PARIS, Oct 29, 2018 (BSS/AFP) – Environmentalists and rights groups
reacted with dismay Monday to the victory in Brazil of president-elect Jair
Bolsonaro, a far-right champion of agribusiness who has threatened to pull
his country from the Paris climate accord.

Bolsonaro, who won 55 percent of the vote in a run-off on Sunday, issued a
series of campaign pledges that left many fearing for the future of the
Amazon, known as “the lungs of the planet”.

He promised to merge Brazil’s agriculture and environment ministries into
one, saying “we won’t have any more fights” over ecological concerns on
deforestation.

“It’s all about downsizing government and getting it out of the way so
investors and big agribusiness landowners and companies can come in and have
a freer hand for more trashing of resources and indigenous rights,” Victor
Menotti, a former director of the International Forum on Globalization, told
AFP.

Bolsonaro, a former army captain, also raised the prospect of building
hydro-electric power stations in the Amazon that would greatly restrict water
access and forcibly remove indigenous communities.
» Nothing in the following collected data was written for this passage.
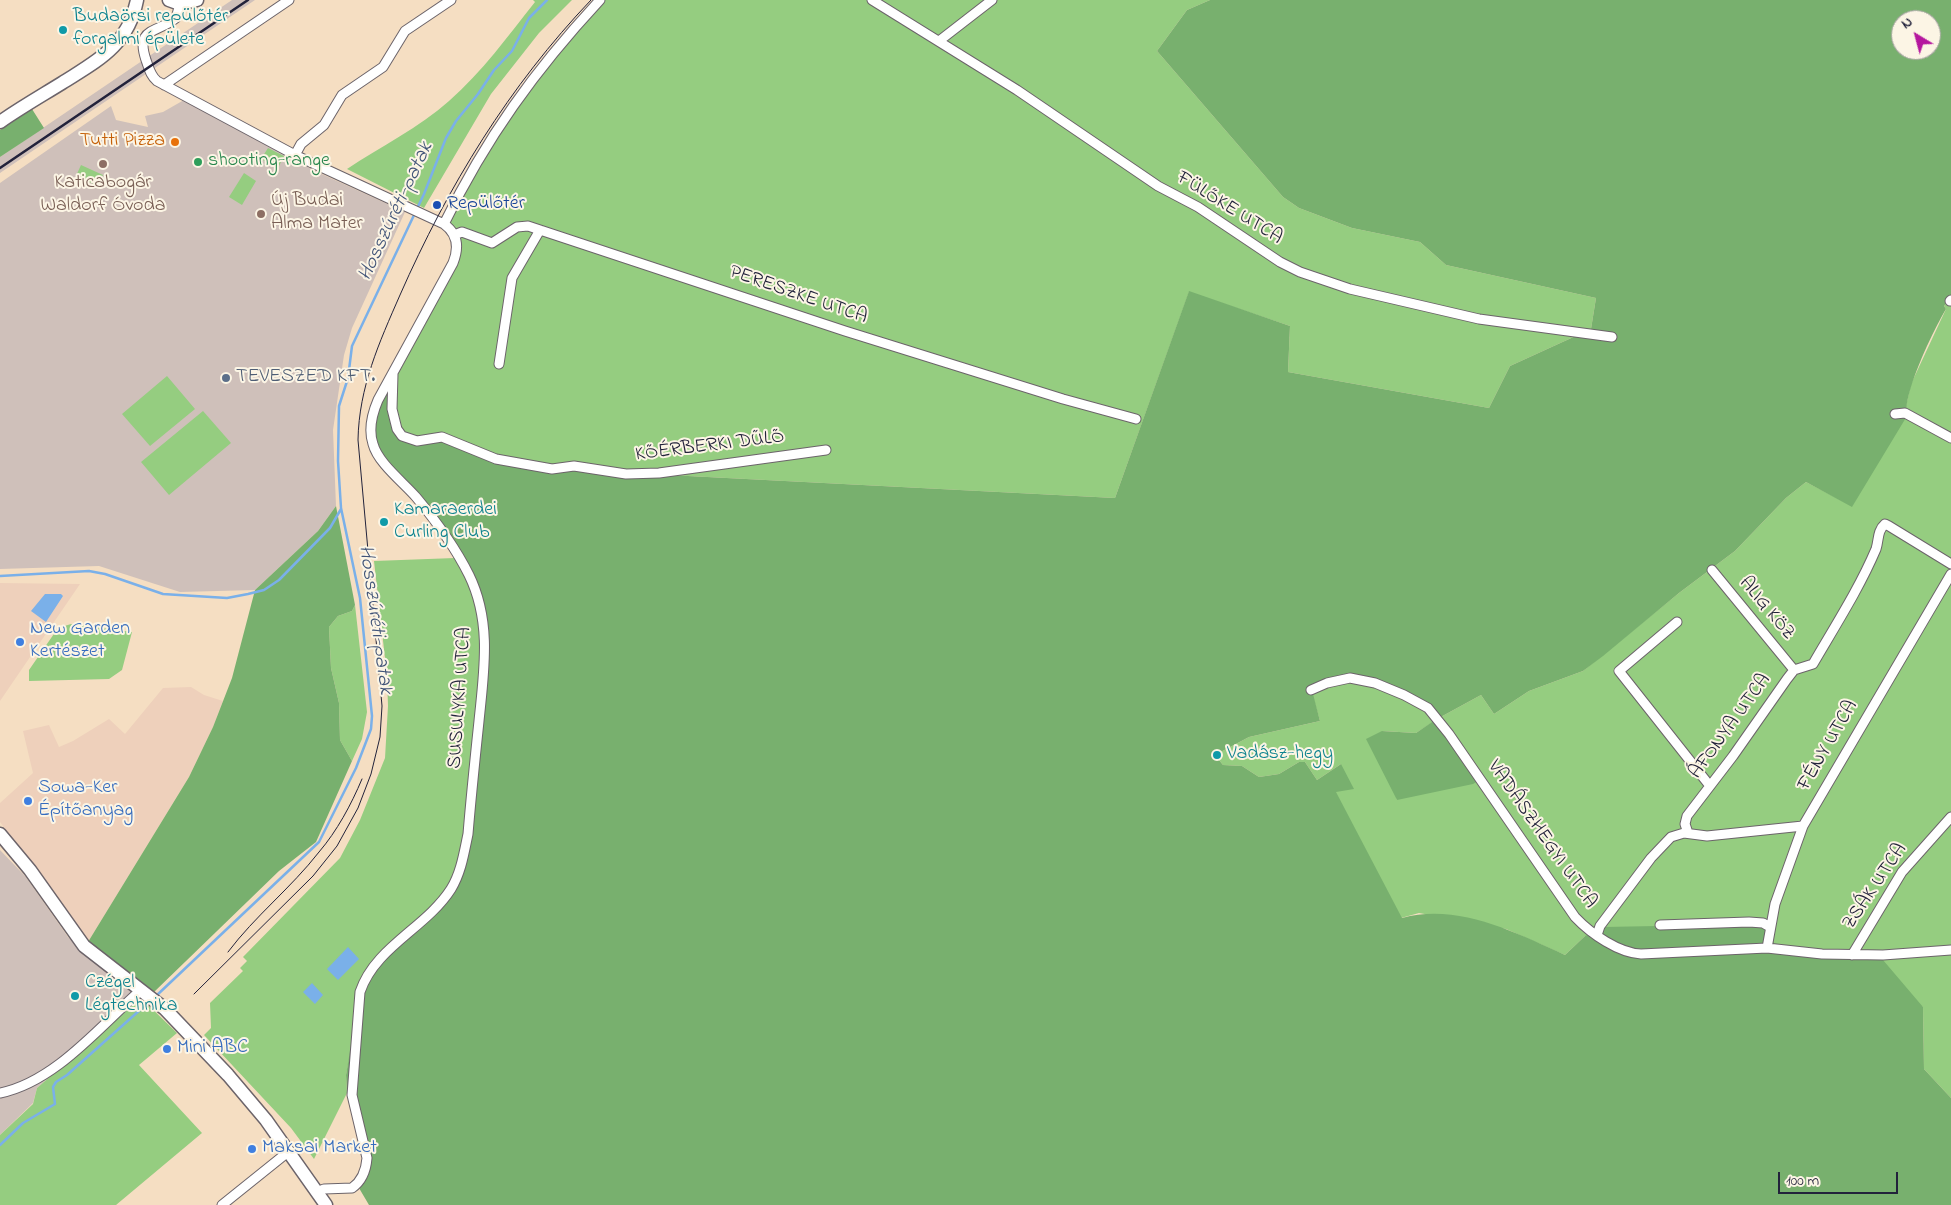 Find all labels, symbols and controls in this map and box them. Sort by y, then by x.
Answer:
place label: Budaörsi repülőtér forgalmi épülete [73,6,228,53]
north arrow [1891,10,1941,60]
text: N [1897,12,1917,35]
marker: Budaörsi repülőtér forgalmi épülete [57,24,69,36]
place label: Tutti Pizza [80,130,165,154]
marker: Tutti Pizza [169,136,181,148]
water label: Hosszúréti-patak [354,139,440,285]
place label: shooting-range [208,150,330,174]
marker: shooting-range [192,156,204,168]
marker: Katicabogár Waldorf Óvoda [97,158,109,170]
street label: FÜLŐKE UTCA [1172,167,1286,251]
place label: Katicabogár Waldorf Óvoda [40,172,166,219]
place label: Új Budai Alma Mater [271,190,363,237]
place label: Repülőtér [447,193,525,217]
marker: Repülőtér [431,199,443,211]
marker: Új Budai Alma Mater [255,208,267,220]
street label: PERESZKE UTCA [726,261,870,331]
place label: TEVESZED KFT. [236,366,375,390]
marker: TEVESZED KFT. [220,372,232,384]
street label: KŐÉRBERKI DŰLŐ [634,426,786,468]
place label: Kamaraerdei Curling Club [394,499,497,546]
marker: Kamaraerdei Curling Club [378,516,390,528]
water label: Hosszúréti-patak [351,544,397,696]
street label: ALIG KÖZ [1733,572,1799,646]
place label: New Garden Kertészet [30,618,130,665]
street label: SUSULYKA UTCA [444,626,478,770]
marker: New Garden Kertészet [14,636,26,648]
street label: ÁFONYA UTCA [1685,670,1777,784]
street label: FÉNY UTCA [1794,697,1864,795]
place label: Vadász-hegy [1227,743,1333,767]
marker: Vadász-hegy [1211,749,1223,761]
street label: VADÁSZHEGYI UTCA [1481,756,1601,914]
place label: Sowa-Ker Építőanyag [38,777,133,824]
marker: Sowa-Ker Építőanyag [22,795,34,807]
street label: ZSÁK UTCA [1838,839,1914,935]
place label: Czégel Légtechnika [85,972,177,1019]
marker: Czégel Légtechnika [69,990,81,1002]
place label: Mini ABC [177,1037,248,1061]
marker: Mini ABC [161,1043,173,1055]
place label: Maksai Market [262,1137,377,1161]
marker: Maksai Market [246,1143,258,1155]
scale bar [1781,1162,1901,1194]
text: 100 m [1786,1170,1819,1192]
“If (Bolsonaro) decides to move forward with his pledges against the
environment, indigenous peoples and the climate, his fellow citizens will be
the biggest victims,” said Carlos Rittl, executive secretary of the Brazilian
Climate Observatory.

“To increase deforestation and greenhouse gas emissions is to leave each
and everyone of us more vulnerable to an increasing risk of climate
extremes.”

May Boeve, executive director at climate NGO 350.org, warned that a
Bolsonaro presidency posed “a real threat to human rights at home and a risk
to the momentum for climate action abroad.”

Deforestation is responsible for about a fifth of greenhouse gas emissions
and intensifies global warming.

But more than two decades of UN-led efforts to curb the practice have
largely failed, with Earth still losing a wooded area the size of Greece
every year.

The Amazon itself is retreating to the tune of 52,000 square kilometres
(20,000 square miles) — equivalent to the area of Costa Rica — each year,
as agriculture giants saw down trees to make way for vast tracts on which to
graze cattle or grow plants for food and cosmetic products.

– Indigenous community fears –

Bolsonaro, who openly admires Brazil’s former military dictatorship and
shocked many with his derogatory remarks on women, gays and blacks, remained
vague about the environment during campaigning.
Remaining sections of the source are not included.